Segment Start: DATA TO EXAMINE

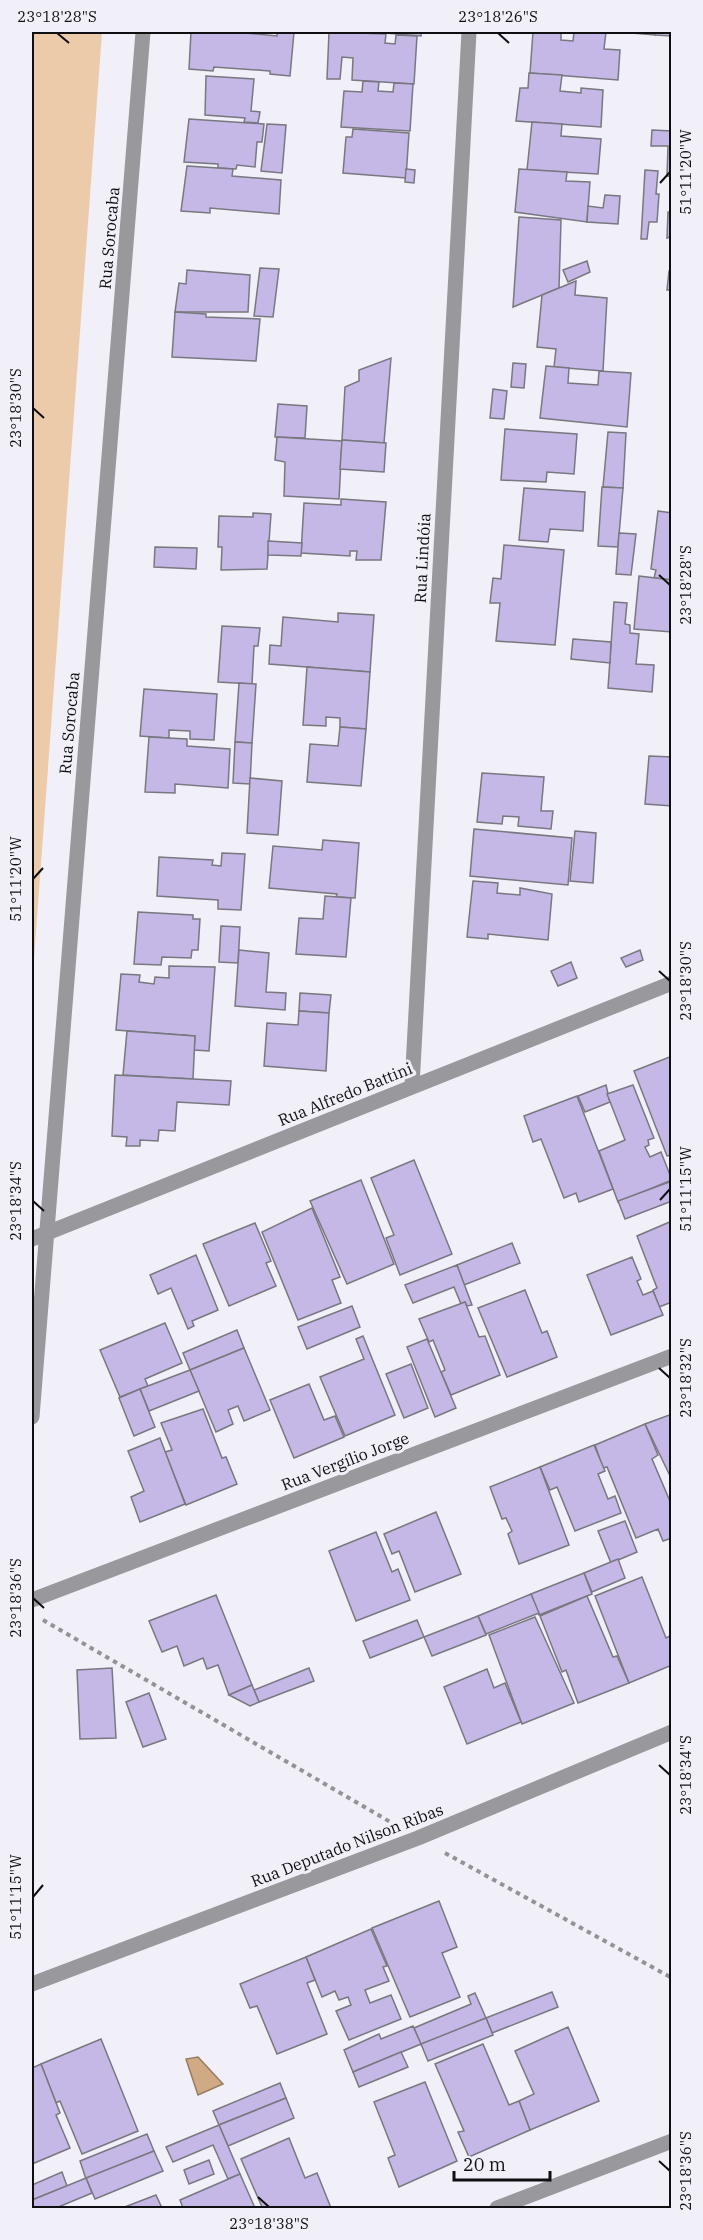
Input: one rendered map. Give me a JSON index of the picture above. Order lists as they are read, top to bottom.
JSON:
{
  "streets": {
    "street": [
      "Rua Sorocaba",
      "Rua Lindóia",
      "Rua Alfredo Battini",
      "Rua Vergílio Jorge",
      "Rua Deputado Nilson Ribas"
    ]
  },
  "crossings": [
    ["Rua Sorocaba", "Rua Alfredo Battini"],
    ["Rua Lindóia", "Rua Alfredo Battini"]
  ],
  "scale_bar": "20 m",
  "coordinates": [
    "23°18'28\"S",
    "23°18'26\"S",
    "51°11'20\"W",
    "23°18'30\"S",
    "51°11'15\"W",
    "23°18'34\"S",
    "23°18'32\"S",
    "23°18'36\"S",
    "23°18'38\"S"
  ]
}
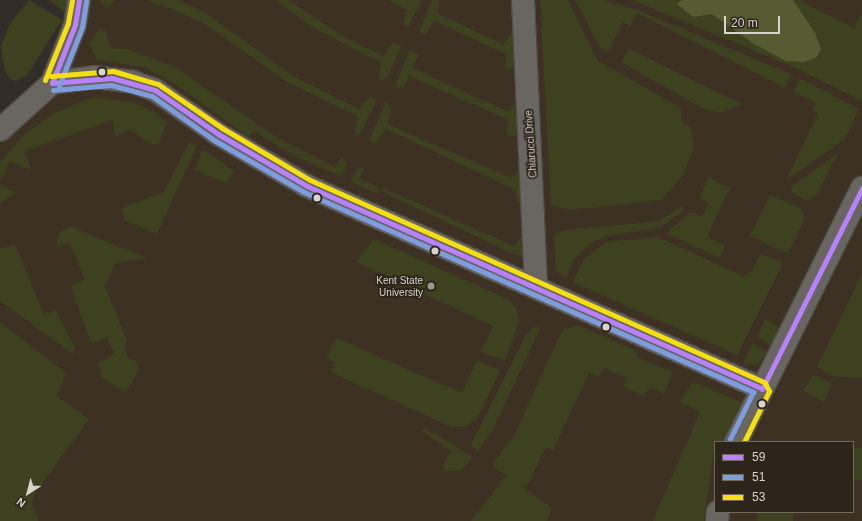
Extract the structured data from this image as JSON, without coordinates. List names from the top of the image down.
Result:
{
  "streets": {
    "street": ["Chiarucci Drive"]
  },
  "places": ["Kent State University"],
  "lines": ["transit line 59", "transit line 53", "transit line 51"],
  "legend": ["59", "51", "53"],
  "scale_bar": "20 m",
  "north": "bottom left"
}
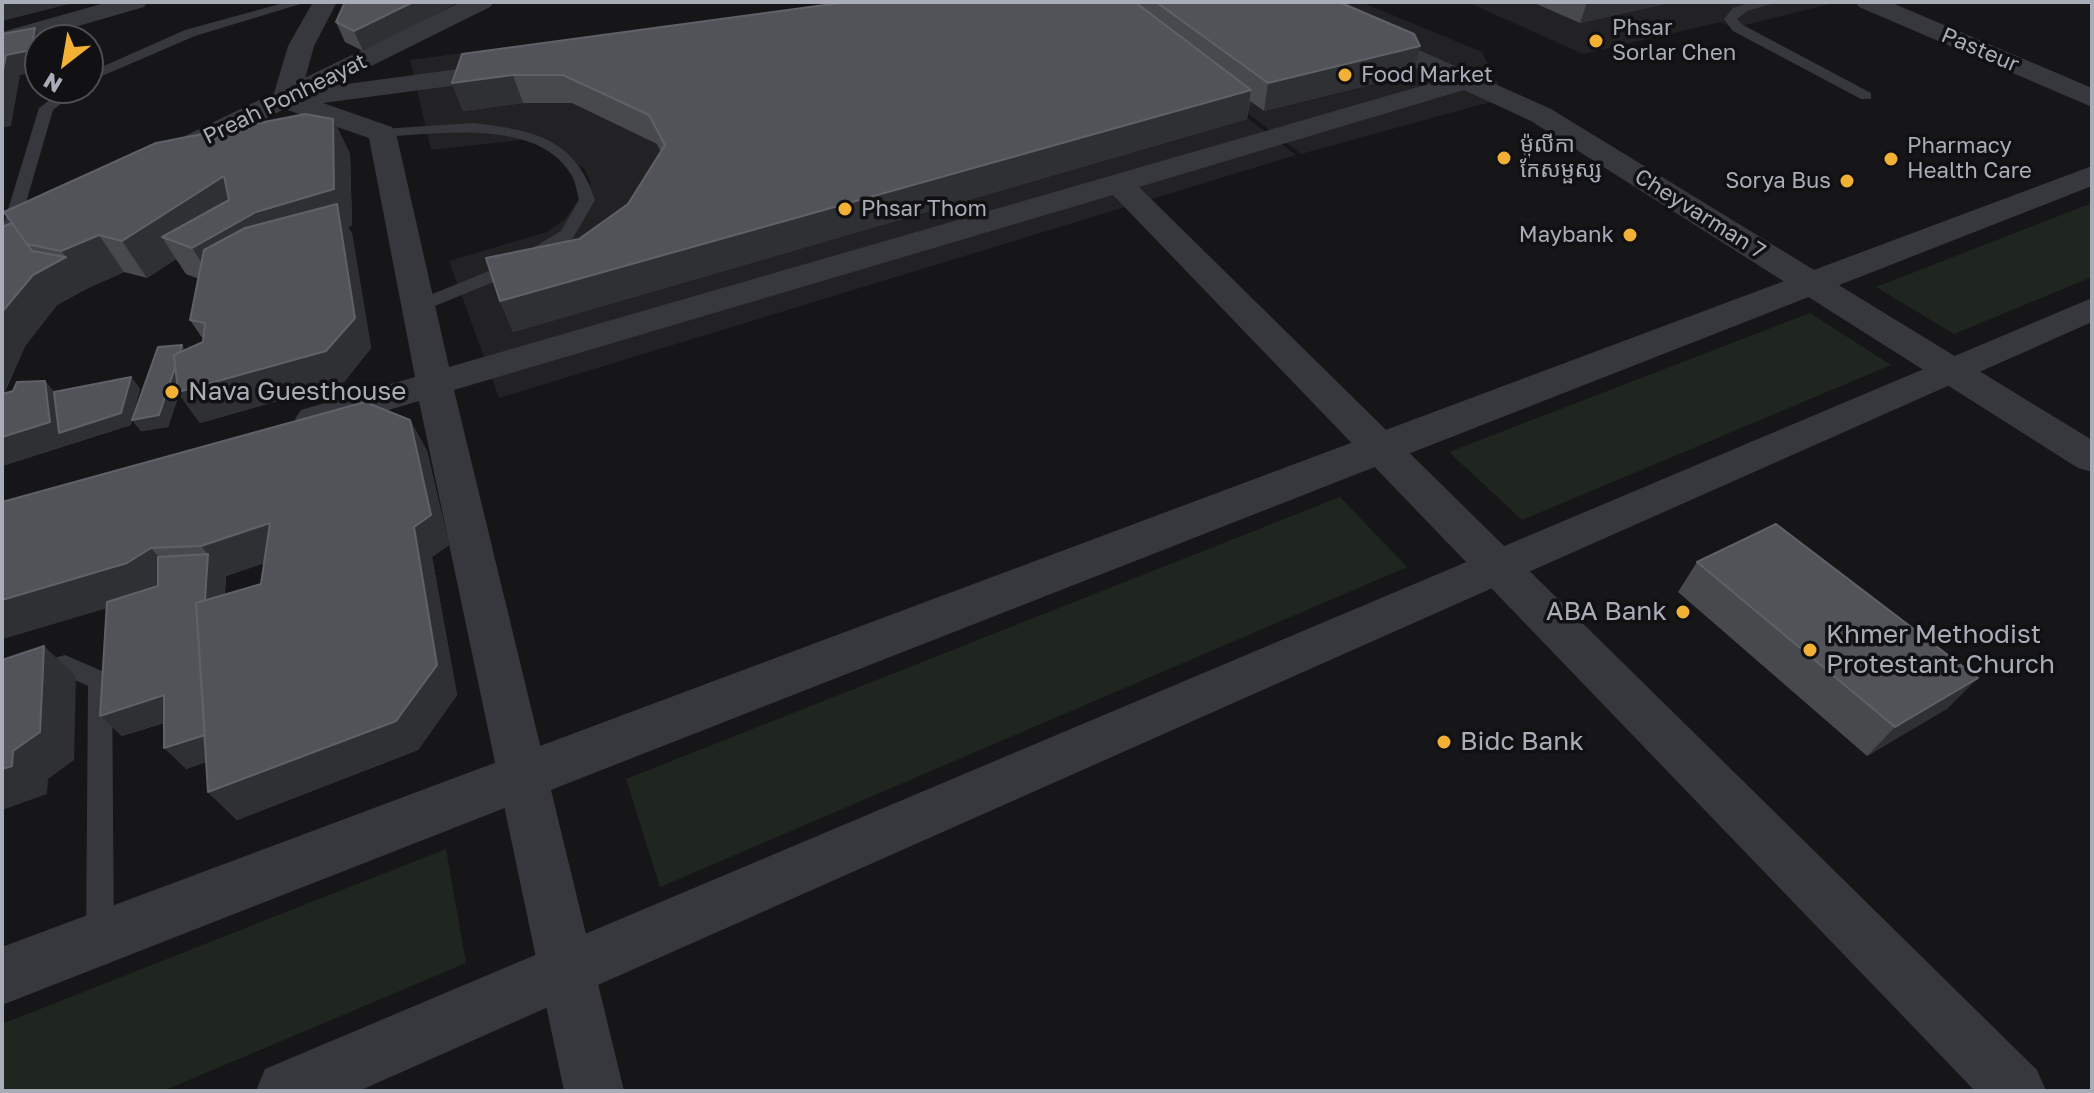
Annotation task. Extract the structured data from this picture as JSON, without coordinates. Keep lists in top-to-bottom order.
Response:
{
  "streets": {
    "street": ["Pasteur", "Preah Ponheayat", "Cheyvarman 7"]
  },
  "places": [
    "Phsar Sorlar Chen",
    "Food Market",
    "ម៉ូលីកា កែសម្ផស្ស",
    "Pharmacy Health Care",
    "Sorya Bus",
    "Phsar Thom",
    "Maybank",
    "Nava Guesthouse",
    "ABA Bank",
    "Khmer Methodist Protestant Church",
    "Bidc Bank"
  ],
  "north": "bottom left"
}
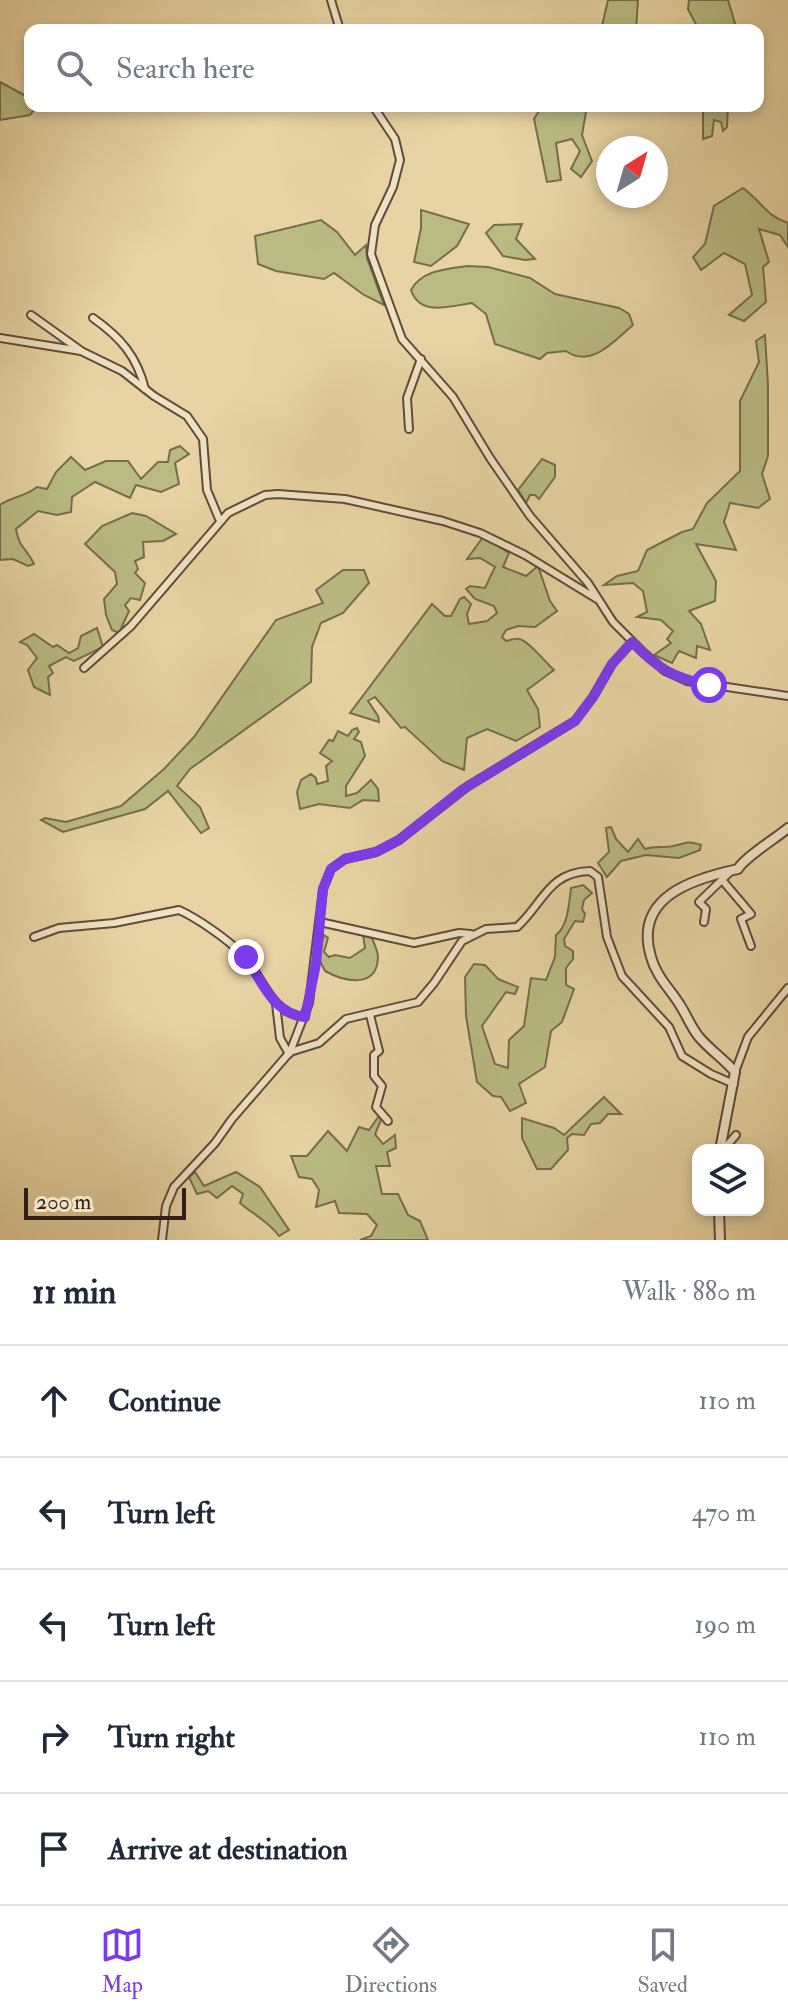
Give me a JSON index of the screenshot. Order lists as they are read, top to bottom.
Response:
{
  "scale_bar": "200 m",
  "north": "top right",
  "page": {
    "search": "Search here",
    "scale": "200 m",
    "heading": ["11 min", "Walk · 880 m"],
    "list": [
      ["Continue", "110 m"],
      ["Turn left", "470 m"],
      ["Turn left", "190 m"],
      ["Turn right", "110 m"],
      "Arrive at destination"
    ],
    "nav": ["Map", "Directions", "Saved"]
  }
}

Segment End: DATA TO EXAMINE

• [EXERCISE PROMPT] Go through the material line by line. Show each line that contains the string "structured".

• [TASK RESULT]
Extract the structured data from this image as JSON, without coordinates. List names from the top of the image down.
Annotation task. Extract the structured data from this picture as JSON, without coordinates. Keep lists in top-to-bottom order.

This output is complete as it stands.